Saved entries
┌──

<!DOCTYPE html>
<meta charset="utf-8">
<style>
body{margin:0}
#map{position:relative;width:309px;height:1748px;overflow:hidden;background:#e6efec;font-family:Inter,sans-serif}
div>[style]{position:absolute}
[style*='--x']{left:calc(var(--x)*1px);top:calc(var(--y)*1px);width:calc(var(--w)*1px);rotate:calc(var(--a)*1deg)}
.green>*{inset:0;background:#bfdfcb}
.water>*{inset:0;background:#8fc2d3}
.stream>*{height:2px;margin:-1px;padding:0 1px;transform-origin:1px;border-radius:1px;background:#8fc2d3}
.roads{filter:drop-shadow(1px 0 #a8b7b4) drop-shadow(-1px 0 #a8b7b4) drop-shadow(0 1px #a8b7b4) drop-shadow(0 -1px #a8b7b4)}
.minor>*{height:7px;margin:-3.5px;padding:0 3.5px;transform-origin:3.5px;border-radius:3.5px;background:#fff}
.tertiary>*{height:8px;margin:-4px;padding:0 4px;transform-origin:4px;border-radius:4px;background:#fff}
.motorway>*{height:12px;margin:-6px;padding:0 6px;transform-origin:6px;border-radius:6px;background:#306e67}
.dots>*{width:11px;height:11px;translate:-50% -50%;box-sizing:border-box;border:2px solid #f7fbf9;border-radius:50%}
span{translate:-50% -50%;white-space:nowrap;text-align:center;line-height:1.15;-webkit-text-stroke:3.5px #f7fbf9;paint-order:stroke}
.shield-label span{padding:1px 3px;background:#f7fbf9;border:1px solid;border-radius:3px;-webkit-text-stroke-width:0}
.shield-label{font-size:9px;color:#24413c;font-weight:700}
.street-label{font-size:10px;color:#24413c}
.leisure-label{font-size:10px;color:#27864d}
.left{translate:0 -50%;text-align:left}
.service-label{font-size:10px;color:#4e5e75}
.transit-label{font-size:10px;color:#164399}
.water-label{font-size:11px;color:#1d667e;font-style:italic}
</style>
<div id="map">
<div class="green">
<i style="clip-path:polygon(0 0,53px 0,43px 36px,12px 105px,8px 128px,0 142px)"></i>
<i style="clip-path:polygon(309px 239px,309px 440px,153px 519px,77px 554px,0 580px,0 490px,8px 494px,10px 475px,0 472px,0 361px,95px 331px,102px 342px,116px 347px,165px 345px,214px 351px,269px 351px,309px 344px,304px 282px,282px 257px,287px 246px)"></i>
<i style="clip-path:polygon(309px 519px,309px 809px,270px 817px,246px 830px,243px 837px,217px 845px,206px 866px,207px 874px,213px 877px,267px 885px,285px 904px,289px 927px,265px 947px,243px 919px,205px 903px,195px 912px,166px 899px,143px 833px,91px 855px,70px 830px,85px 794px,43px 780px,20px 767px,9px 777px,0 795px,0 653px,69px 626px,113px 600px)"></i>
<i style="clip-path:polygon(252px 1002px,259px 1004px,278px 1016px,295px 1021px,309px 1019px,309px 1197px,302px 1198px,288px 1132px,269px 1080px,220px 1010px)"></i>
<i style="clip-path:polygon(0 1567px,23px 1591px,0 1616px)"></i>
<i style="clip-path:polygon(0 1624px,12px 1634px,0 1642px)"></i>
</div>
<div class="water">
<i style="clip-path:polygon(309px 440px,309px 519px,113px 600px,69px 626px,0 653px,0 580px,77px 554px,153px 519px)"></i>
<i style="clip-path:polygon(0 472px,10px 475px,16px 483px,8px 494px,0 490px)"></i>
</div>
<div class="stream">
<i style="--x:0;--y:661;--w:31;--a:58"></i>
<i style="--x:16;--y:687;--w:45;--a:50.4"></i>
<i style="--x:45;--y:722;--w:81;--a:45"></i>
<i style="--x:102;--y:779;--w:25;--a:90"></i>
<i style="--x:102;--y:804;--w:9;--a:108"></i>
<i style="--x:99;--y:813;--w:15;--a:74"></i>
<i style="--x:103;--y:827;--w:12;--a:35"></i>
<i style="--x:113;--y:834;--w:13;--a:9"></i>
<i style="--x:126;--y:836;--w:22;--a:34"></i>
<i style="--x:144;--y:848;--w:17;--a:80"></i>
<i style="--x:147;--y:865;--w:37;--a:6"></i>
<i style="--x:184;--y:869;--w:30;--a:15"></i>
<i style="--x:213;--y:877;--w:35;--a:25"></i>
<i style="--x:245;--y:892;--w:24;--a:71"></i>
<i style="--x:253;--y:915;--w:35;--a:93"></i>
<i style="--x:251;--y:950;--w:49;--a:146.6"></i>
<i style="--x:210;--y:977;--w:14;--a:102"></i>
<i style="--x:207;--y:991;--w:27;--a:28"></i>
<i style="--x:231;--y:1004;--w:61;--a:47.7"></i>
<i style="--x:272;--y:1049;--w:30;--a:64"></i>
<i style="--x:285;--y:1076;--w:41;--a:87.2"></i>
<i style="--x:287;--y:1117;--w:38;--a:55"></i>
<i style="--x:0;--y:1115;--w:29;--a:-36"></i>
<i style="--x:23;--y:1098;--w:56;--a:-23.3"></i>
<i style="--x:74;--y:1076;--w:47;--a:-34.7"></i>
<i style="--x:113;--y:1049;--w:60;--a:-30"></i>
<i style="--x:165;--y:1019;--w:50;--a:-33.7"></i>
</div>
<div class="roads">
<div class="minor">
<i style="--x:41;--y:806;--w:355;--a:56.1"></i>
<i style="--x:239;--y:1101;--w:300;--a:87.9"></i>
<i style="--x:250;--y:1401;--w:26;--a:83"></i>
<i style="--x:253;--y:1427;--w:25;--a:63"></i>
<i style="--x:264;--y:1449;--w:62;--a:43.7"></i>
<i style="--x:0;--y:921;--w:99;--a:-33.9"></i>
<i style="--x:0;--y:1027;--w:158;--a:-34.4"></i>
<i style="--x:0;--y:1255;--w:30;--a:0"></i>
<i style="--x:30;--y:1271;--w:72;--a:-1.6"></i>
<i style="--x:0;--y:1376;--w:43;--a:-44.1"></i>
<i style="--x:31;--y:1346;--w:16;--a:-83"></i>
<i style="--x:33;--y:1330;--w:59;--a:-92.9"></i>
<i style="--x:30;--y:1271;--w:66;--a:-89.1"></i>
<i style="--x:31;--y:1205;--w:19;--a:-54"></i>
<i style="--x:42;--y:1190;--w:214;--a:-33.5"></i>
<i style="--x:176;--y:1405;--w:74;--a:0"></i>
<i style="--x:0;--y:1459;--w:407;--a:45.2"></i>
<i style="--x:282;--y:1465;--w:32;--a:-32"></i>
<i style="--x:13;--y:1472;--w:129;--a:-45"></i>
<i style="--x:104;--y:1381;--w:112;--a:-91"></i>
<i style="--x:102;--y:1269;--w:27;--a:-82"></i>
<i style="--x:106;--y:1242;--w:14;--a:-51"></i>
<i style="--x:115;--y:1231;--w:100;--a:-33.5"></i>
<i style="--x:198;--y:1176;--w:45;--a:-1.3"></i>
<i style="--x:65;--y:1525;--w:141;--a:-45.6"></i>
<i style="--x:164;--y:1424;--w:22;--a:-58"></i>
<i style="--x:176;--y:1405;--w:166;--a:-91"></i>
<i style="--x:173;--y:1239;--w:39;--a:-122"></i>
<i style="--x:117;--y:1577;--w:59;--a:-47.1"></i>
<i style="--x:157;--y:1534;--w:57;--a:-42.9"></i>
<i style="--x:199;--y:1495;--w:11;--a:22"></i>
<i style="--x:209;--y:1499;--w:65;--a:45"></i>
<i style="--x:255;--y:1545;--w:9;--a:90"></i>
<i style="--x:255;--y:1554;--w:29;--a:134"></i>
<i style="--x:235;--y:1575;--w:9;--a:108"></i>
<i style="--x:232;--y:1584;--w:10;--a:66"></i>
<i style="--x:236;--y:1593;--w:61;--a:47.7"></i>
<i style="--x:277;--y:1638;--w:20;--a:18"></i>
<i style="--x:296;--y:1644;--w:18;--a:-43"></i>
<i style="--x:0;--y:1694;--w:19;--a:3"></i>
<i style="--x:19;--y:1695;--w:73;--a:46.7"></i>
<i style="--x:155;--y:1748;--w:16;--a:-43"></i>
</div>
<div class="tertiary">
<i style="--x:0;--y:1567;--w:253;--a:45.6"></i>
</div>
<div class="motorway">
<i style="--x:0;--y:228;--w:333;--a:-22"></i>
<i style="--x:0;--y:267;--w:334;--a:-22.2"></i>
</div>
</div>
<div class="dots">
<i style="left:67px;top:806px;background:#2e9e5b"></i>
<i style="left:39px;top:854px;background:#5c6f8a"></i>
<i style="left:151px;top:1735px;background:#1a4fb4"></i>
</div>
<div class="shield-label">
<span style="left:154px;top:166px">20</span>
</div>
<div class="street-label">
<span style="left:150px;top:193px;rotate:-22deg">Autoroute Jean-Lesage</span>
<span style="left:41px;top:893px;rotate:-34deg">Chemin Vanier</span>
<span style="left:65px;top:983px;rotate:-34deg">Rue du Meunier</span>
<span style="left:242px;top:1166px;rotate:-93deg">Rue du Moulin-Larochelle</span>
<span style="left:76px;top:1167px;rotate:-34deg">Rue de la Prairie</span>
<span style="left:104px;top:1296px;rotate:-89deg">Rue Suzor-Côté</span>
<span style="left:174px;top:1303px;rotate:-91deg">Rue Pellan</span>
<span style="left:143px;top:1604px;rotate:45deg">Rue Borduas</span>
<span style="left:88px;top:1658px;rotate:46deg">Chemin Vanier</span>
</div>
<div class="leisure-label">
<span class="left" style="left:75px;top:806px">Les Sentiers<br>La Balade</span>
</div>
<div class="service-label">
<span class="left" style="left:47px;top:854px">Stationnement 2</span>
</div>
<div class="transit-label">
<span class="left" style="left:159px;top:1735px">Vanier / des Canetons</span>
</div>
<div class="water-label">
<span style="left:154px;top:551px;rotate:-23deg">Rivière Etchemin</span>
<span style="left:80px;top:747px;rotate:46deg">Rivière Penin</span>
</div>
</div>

└──

### PROBLEM TO SOLVE
Report only the number of lines above that contain "position".

### TASK RESULT
2